O Reitor saíra e trancara a porta de madeira. Minutos depois ele já estava dormindo em sua luxuosa cama. Aproveitando-se de que a porta estava aberta, Camila entrara silenciosamente. Ao subir a grandiosa escada de vinte e cinco degraus, notou que o seu ex-marido estava dormindo ao ver pela porta do seu quarto. Camila também reparou em uma chave muito antiga ao lado do Reitor na Cama.
Só pode ser do quarto das empregadas.
A moça com o maior cuidado do mundo aproximara-se e pegara rapidamente a chave.
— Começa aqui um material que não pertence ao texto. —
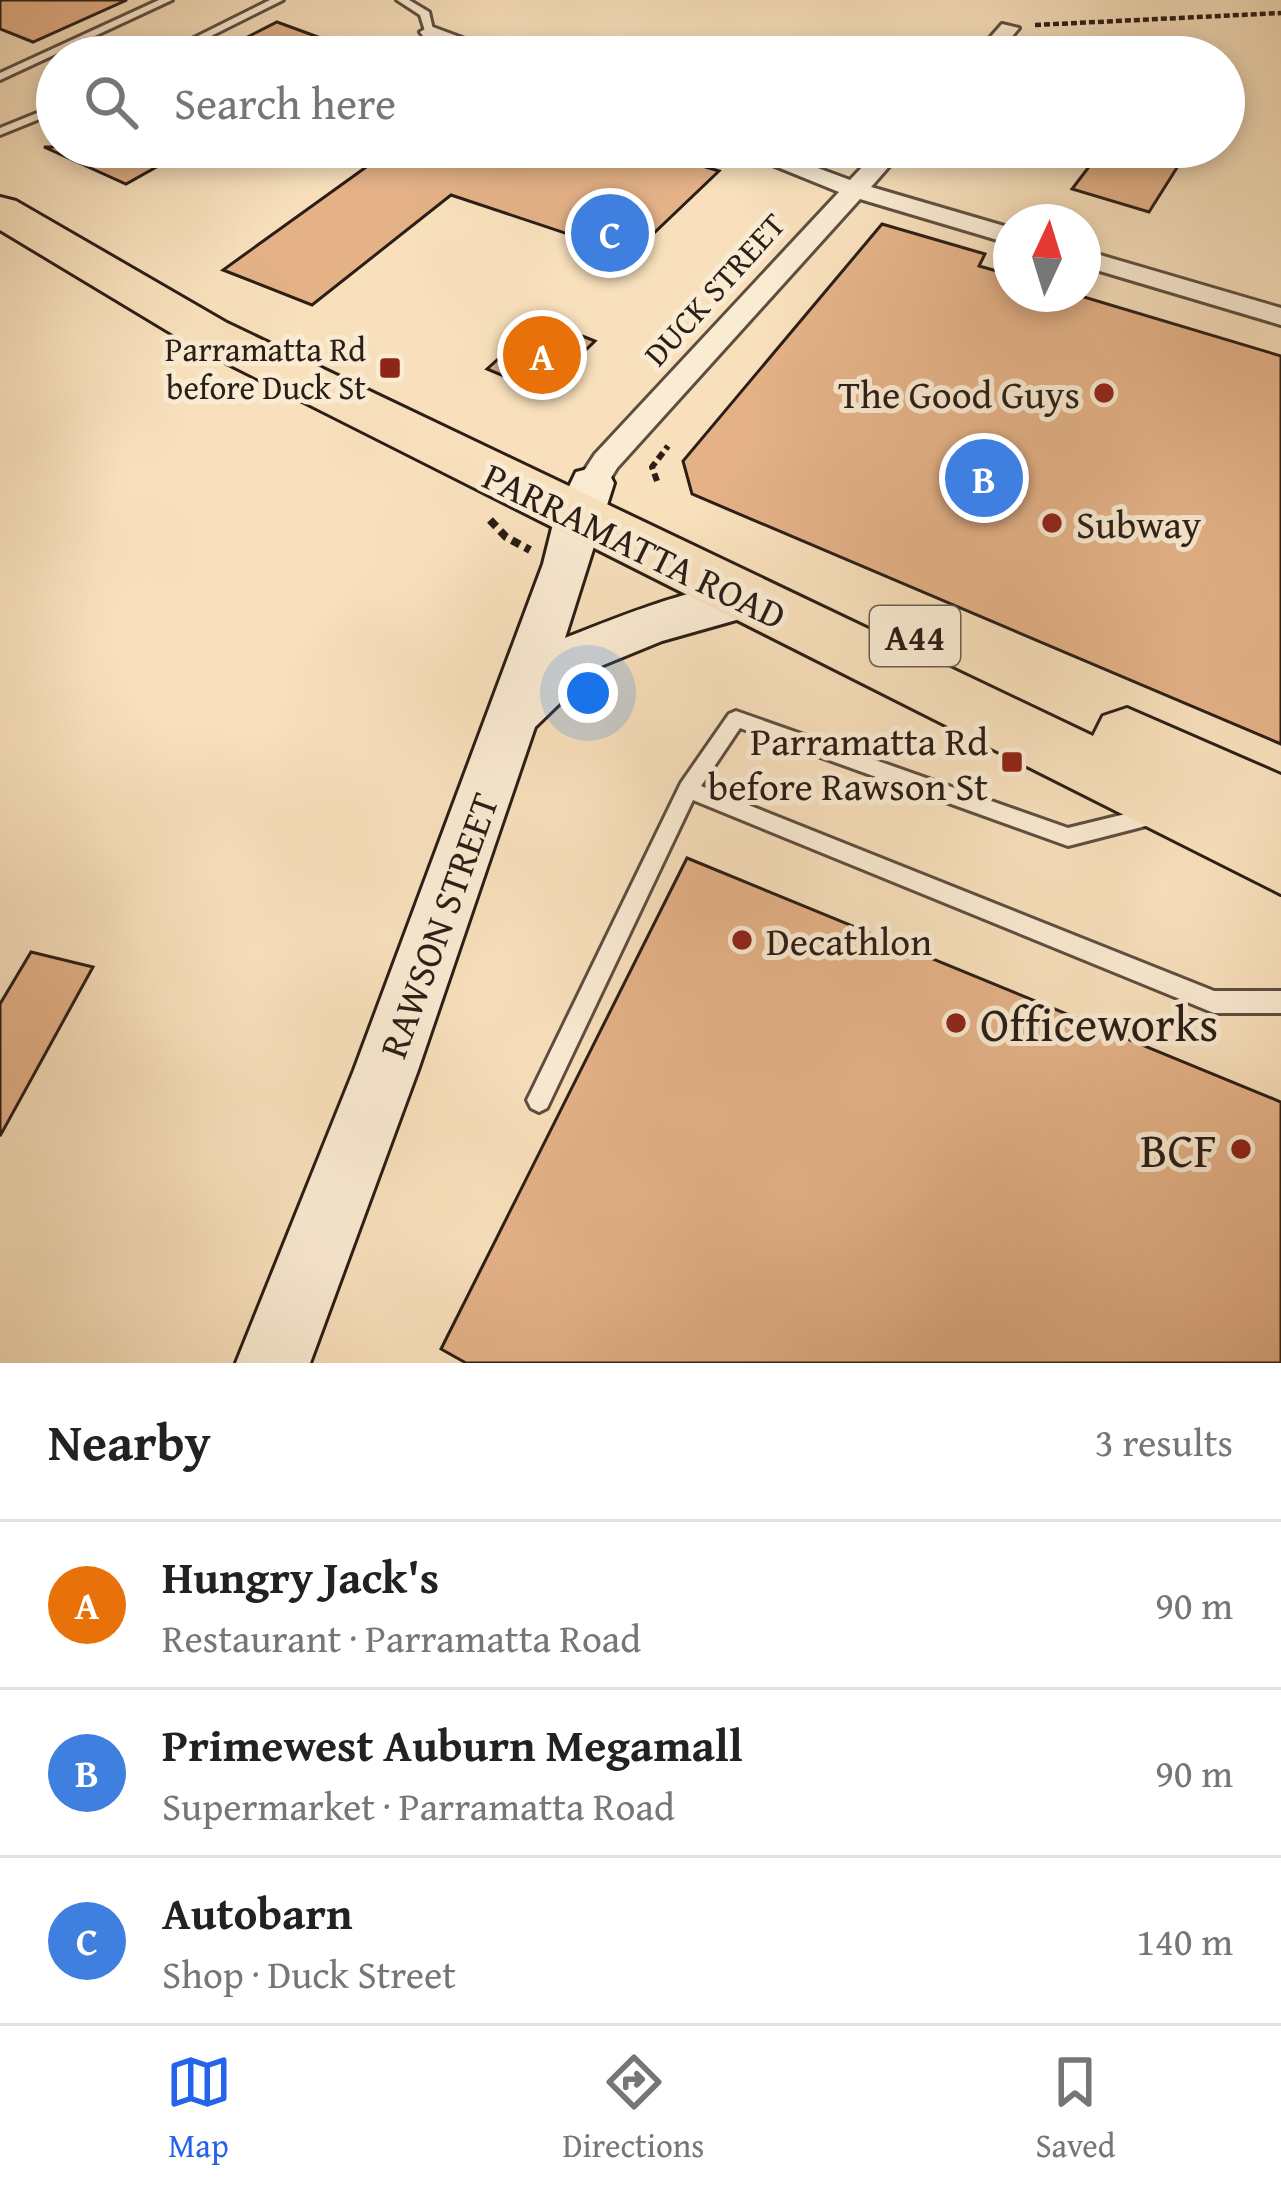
<!DOCTYPE html>
<meta charset="utf-8">
<style>
body{margin:0;font-family:"Gentium Book Plus",serif;background:#f2f2f2;color:#222}
.compass{position:absolute;left:993px;top:204px;width:108px;height:108px;border-radius:50%;background:#fff;box-shadow:0 6px 18px #0003;rotate:4deg}
.you{position:absolute;left:588px;top:693px;width:42px;height:42px;margin:-30px;border:9px solid #fff;border-radius:50%;background:#1a73e8;box-shadow:0 0 0 18px #1a73e833}
.badge{display:grid;place-items:center;width:78px;height:78px;border-radius:50%;background:#2563eb;color:#fff;font-size:39px;font-weight:700}
.pin{position:absolute;translate:-50% -50%;border:6px solid #fff;box-shadow:0 3px 12px #0006}
.list{margin:0;padding:0;list-style:none}
h2{display:flex;justify-content:space-between;align-items:center;height:156px;margin:0;padding:0 48px;font-size:51px}
h2 small{font-size:39px;font-weight:400;color:#767676}
.list li{display:grid;grid-template-columns:78px 1fr auto;gap:36px;align-items:center;box-sizing:border-box;height:168px;padding:0 48px;border-top:3px solid #e0e0e0}
.list b{display:block;font-size:45px;white-space:nowrap}
.list p{margin:0;font-size:39px;white-space:nowrap;color:#767676}
.list em{font-size:39px;font-style:normal;color:#767676}
.icon{flex:none;width:66px;height:66px;fill:none;stroke:currentColor;stroke-width:2;stroke-linecap:round;stroke-linejoin:round}
.map{position:relative;flex:none;width:1281px;height:1363px;overflow:hidden}
.search{position:absolute;background:#fff;box-shadow:0 6px 18px #0003;left:36px;right:36px;top:36px;height:132px;display:flex;align-items:center;gap:30px;box-sizing:border-box;padding:0 42px;border-radius:66px;color:#767676;font-size:45px}
.sheet{height:660px;background:#fff}
nav{display:flex;justify-content:space-around;align-items:center;box-sizing:border-box;height:168px;border-top:3px solid #e0e0e0;background:#fff;font-size:33px;color:#767676}
nav a{display:grid;justify-items:center;gap:6px}
nav .on{color:#2563eb}
.map>svg:first-child{display:block}
.building{fill:#e5b288;stroke:#2b1e16;stroke-width:3}
.lines{fill:none;stroke-linecap:round;stroke-linejoin:round}
.lane-casing{stroke:#5e4e40;stroke-width:6}
.street-casing{stroke:#5e4e40;stroke-width:6}
.secondary-casing{stroke:#2b1e16;stroke-width:6}
.highway-casing{stroke:#2b1e16;stroke-width:6}
.path-far2{stroke:#2b1e16;stroke-width:4.5;stroke-dasharray:6 3;stroke-linecap:butt}
.path-far1{stroke:#2b1e16;stroke-width:6;stroke-dasharray:8 4.5;stroke-linecap:butt}
.path{stroke:#2b1e16;stroke-width:8;stroke-dasharray:9 6;stroke-linecap:butt}
.lane{fill:#faebd3;fill-rule:evenodd}
.street{fill:#faebd3;fill-rule:evenodd}
.secondary{fill:#faebd3;fill-rule:evenodd}
.highway{fill:#f8e0bc;fill-rule:evenodd}
.poi-dot{fill:#8f2418;stroke:#faebd3;stroke-width:4.5}
.labels{text-anchor:middle;dominant-baseline:central;stroke-width:10;stroke-linejoin:round;paint-order:stroke}
.far-street-label{font-size:33px;fill:#2b1e16;stroke:#faebd3}
.far-poi-label{font-size:33px;fill:#2b1e16;stroke:#faebd3;text-anchor:end}
.shield{fill:#faebd3;stroke:#695c4f;stroke-width:3}
.shield-label{font-size:36px;font-weight:bold;fill:#2b1e16}
.poi-label{font-size:39px;fill:#2b1e16;stroke:#faebd3;text-anchor:end}
.street-label{font-size:39px;fill:#2b1e16;stroke:#faebd3}
.near-poi-label{font-size:48px;fill:#2b1e16;stroke:#faebd3;text-anchor:start}
</style>
<div class="map">
<svg width="1281" height="1363" viewBox="0 0 1281 1363">
<rect width="100%" height="100%" fill="#f8e0bc"/>
<filter id="stains"><feTurbulence type="fractalNoise" baseFrequency=".00167" numOctaves="4"/><feColorMatrix values="0 0 0 0 .2 0 0 0 0 .09 0 0 0 0 .02 0 0 0 .5 -.17"/></filter>
<radialGradient id="worn" r=".72"><stop offset=".6" stop-color="#630" stop-opacity="0"/><stop offset="1" stop-color="#630" stop-opacity=".3"/></radialGradient>
<g class="building">
<path d="M 0,0 L 127,0 L 33,42 L 0,29 Z"/>
<path d="M 277,22 L 362,53 L 362,57 L 208,57 Z"/>
<path d="M 44,147 L 192,147 L 126,184 Z"/>
<path d="M 394,147 L 612,147 L 658,161 L 666,155 L 719,171 L 631,255 L 451,195 L 312,305 L 223,270 Z"/>
<path d="M 1104,147 L 1190,147 L 1149,212 L 1072,189 Z"/>
<path d="M 882,224 L 985,254 L 979,266 L 1011,275 L 1011,294 L 1074,294 L 1281,356 L 1281,744 L 692,494 L 683,461 Z"/>
<path d="M 542,320 L 595,341 L 542,392 L 487,369 Z"/>
<path d="M 687,858 L 1281,1102 L 1281,1363 L 466,1363 L 441,1349 Z"/>
<path d="M 31,952 L 93,967 L 0,1136 L 0,1004 Z"/>
</g>
<g class="lines">
<g class="lane-casing">
<g id="lane">
<path d="M 159,0 L 172,0 L 0,80 L 0,73 Z"/>
<path d="M 270,0 L 283,0 L 169,57 L 156,57 Z"/>
<path d="M 397,0 L 409,0 L 429,12 L 434,34 L 426,34 L 420,15 Z"/>
<path d="M 57,105 L 57,112 L 0,135 L 0,128 Z"/>
<path d="M 736,711 L 1068,828 L 1158,806 L 1165,809 L 1168,815 L 1165,821 L 1068,846 L 740,728 L 701,786 L 1214,991 L 1281,991 L 1281,1013 L 1214,1013 L 693,800 L 547,1108 L 539,1112 L 531,1108 L 527,1100 L 531,1092 L 681,783 L 729,714 Z"/>
</g>
</g>
<g class="street-casing">
<g id="street">
<path d="M 1002,24 L 1019,28 L 995,57 L 973,57 Z"/>
<path d="M 430,26 L 503,53 L 507,57 L 477,57 L 423,36 L 420,32 Z"/>
<path d="M 728,147 L 761,147 L 850,180 L 881,147 L 906,147 L 871,187 L 1011,228 L 1011,244 L 860,199 L 617,468 L 603,491 L 581,491 L 576,483 L 595,454 L 839,192 Z"/>
<path d="M 1083,250 L 1281,308 L 1281,325 L 1083,266 Z"/>
</g>
</g>
<g class="secondary-casing">
<path id="secondary" d="M 592,468 L 608,472 L 614,483 L 565,638 C 609,621 719,574 761,587 L 768,600 L 761,613 L 662,641 L 596,668 L 535,727 L 418,1070 L 310,1363 L 236,1363 L 354,1070 L 543,564 L 555,516 L 576,472 Z"/>
</g>
<g class="highway-casing">
<path id="highway" d="M 0,197 L 16,201 L 227,323 L 1093,736 L 1103,716 L 1127,708 L 1281,775 L 1281,894 L 191,345 L 0,230 Z"/>
</g>
<path class="path-far2" d="M 1035,25 L 1281,13"/>
<path class="path-far1" d="M 657,481 L 652,467 L 668,446"/>
<path class="path" d="M 490,520 L 506,537 L 530,550"/>
<use href="#lane" class="lane"/>
<use href="#street" class="street"/>
<use href="#secondary" class="secondary"/>
<use href="#highway" class="highway"/>
</g>
<g class="poi-dot">
<rect x="378" y="356" width="24" height="24" rx="6"/>
<circle cx="1104" cy="393" r="12"/>
<circle cx="1052" cy="523" r="12"/>
<rect x="1000" y="750" width="24" height="24" rx="6"/>
<circle cx="742" cy="940" r="12"/>
<circle cx="956" cy="1023" r="12"/>
<circle cx="1241" cy="1149" r="12"/>
</g>
<g class="labels">
<g class="far-street-label">
<text transform="translate(714 289) rotate(-48)">DUCK STREET</text>
</g>
<g class="far-poi-label">
<text x="366" y="349">Parramatta Rd<tspan x="366" dy="38">before Duck St</tspan></text>
</g>
<rect class="shield" x="870" y="606" width="90" height="60" rx="9"/>
<g class="shield-label">
<text x="915" y="636">A44</text>
</g>
<g class="poi-label">
<text x="1080" y="393">The Good Guys</text>
<text x="1076" y="523" text-anchor="start">Subway</text>
<text x="988" y="740">Parramatta Rd<tspan x="988" dy="45">before Rawson St</tspan></text>
<text x="766" y="940" text-anchor="start">Decathlon</text>
</g>
<g class="street-label">
<text transform="translate(635 545) rotate(26)">PARRAMATTA ROAD</text>
<text transform="translate(438 925) rotate(-70)">RAWSON STREET</text>
</g>
<g class="near-poi-label">
<text x="980" y="1023">Officeworks</text>
<text x="1217" y="1149" text-anchor="end">BCF</text>
</g>
</g>
<rect width="100%" height="100%" filter="url(#stains)"/>
<rect width="100%" height="100%" fill="url(#worn)"/>
</svg>
<svg class="compass" viewBox="-18 -18 36 36"><path d="M0-13l5 13h-10z" fill="#e53935"/><path d="M0 13l5-13h-10z" fill="#767676"/></svg>
<div class="you"></div>
<div class="pin badge" style="left:542px;top:355px;background:#e8710a">A</div>
<div class="pin badge" style="left:984px;top:478px;background:#3f7fe0">B</div>
<div class="pin badge" style="left:610px;top:233px;background:#3f7fe0">C</div>
<div class="search"><svg class="icon" aria-label="search" viewBox="0 0 24 24"><circle cx="10" cy="10" r="6"/><path d="M15 15l6 6"/></svg>Search here</div>
</div>
<section class="sheet">
<h2>Nearby<small>3 results</small></h2>
<ul class="list">
<li><span class="badge" style="background:#e8710a">A</span><div><b>Hungry Jack's</b><p>Restaurant · Parramatta Road</p></div><em>90 m</em></li>
<li><span class="badge" style="background:#3f7fe0">B</span><div><b>Primewest Auburn Megamall</b><p>Supermarket · Parramatta Road</p></div><em>90 m</em></li>
<li><span class="badge" style="background:#3f7fe0">C</span><div><b>Autobarn</b><p>Shop · Duck Street</p></div><em>140 m</em></li>
</ul>
</section>
<nav>
<a class="on"><svg class="icon" aria-label="map" viewBox="0 0 24 24"><path d="M3 6l6-2 6 2 6-2v14l-6 2-6-2-6 2zM9 4v14M15 6v14"/></svg>Map</a>
<a><svg class="icon" aria-label="directions" viewBox="0 0 24 24"><path d="M12 3l9 9-9 9-9-9zM9 14v-3h6M13 9l2 2-2 2"/></svg>Directions</a>
<a><svg class="icon" aria-label="saved" viewBox="0 0 24 24"><path d="M7 4h10v16l-5-4-5 4z"/></svg>Saved</a>
</nav>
Um minuto depois já estava abrindo o quarto das empregadas. As filhas diretamente correram para o seu braço.
- Filhas corram, saiam logo daqui.
- Você não vai mãe? - indagara sua filha do meio.
- Filhas eu não posso sair agora. Mas eu só quero que vocês saibam que... A mamãe ama muito vocês, e digam isto para sua irmã também. Eu estarei sempre com vocês, onde quer que vocês estejam.
- Eu te amo mamãe! - disse sua filha mais nova.
As três se abraçam. As duas meninas partem em disparada. Camila levanta-se, chorando controladamente. O Reitor aparecera pela porta, com uma faca pontuda na mão.
- Chegou sua hora minha cara. - disse o Reitor. - Preparada para morrer?
- Me mate, mas deixe minhas filhas em paz.
Otávio sem a menor piedade cravara a faca no peito de Camila. A mulher cambaleava pela casa, e ao chegar à ponta da escadaria... O Reitor lhe empurrou.
- Agora o grande final. Queimar o corpo.
Camila estava morta no chão da entrada da casa.